*Task requirements*
Please give all of the data again, character for character, and drop the pictures.

*Data provided*

>>>>

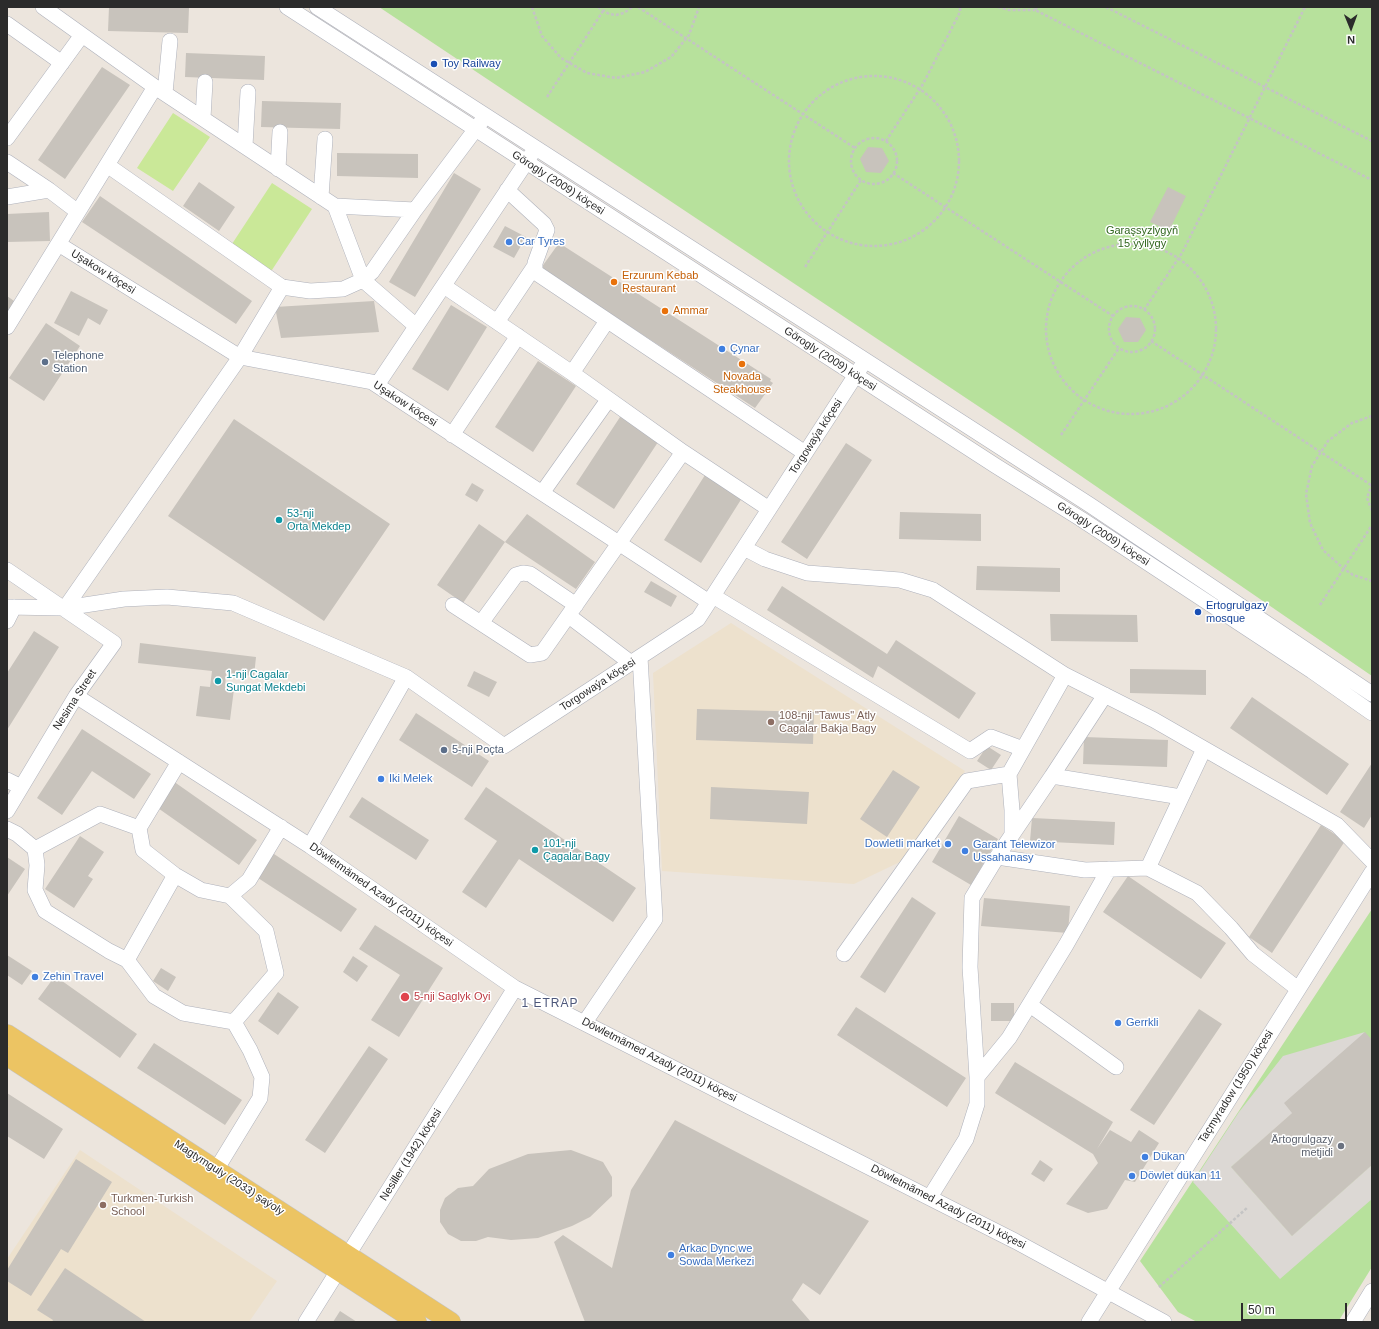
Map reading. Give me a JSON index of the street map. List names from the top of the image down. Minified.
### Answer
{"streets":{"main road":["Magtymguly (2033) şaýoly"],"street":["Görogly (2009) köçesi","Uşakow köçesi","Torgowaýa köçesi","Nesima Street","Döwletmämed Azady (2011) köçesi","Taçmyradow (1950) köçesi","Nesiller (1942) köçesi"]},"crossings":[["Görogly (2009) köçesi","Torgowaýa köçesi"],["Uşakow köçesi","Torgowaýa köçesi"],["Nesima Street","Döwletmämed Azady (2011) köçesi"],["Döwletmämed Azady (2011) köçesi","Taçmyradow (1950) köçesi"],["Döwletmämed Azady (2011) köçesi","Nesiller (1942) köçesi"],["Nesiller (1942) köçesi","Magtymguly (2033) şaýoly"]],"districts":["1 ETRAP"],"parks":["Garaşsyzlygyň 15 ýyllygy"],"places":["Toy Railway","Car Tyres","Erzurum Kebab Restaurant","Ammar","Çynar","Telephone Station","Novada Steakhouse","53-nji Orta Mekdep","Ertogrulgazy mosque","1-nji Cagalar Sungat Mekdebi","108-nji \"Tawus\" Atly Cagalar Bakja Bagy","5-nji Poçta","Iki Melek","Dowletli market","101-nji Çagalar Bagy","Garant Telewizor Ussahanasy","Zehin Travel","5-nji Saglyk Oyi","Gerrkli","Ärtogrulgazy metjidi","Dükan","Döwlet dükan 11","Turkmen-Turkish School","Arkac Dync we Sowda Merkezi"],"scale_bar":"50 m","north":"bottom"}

<<<<

*Answer for this exercise*
Map reading. Give me a JSON index of the street map. List names from the top of the image down. Minified.
### Answer
{"streets":{"main road":["Magtymguly (2033) şaýoly"],"street":["Görogly (2009) köçesi","Uşakow köçesi","Torgowaýa köçesi","Nesima Street","Döwletmämed Azady (2011) köçesi","Taçmyradow (1950) köçesi","Nesiller (1942) köçesi"]},"crossings":[["Görogly (2009) köçesi","Torgowaýa köçesi"],["Uşakow köçesi","Torgowaýa köçesi"],["Nesima Street","Döwletmämed Azady (2011) köçesi"],["Döwletmämed Azady (2011) köçesi","Taçmyradow (1950) köçesi"],["Döwletmämed Azady (2011) köçesi","Nesiller (1942) köçesi"],["Nesiller (1942) köçesi","Magtymguly (2033) şaýoly"]],"districts":["1 ETRAP"],"parks":["Garaşsyzlygyň 15 ýyllygy"],"places":["Toy Railway","Car Tyres","Erzurum Kebab Restaurant","Ammar","Çynar","Telephone Station","Novada Steakhouse","53-nji Orta Mekdep","Ertogrulgazy mosque","1-nji Cagalar Sungat Mekdebi","108-nji \"Tawus\" Atly Cagalar Bakja Bagy","5-nji Poçta","Iki Melek","Dowletli market","101-nji Çagalar Bagy","Garant Telewizor Ussahanasy","Zehin Travel","5-nji Saglyk Oyi","Gerrkli","Ärtogrulgazy metjidi","Dükan","Döwlet dükan 11","Turkmen-Turkish School","Arkac Dync we Sowda Merkezi"],"scale_bar":"50 m","north":"bottom"}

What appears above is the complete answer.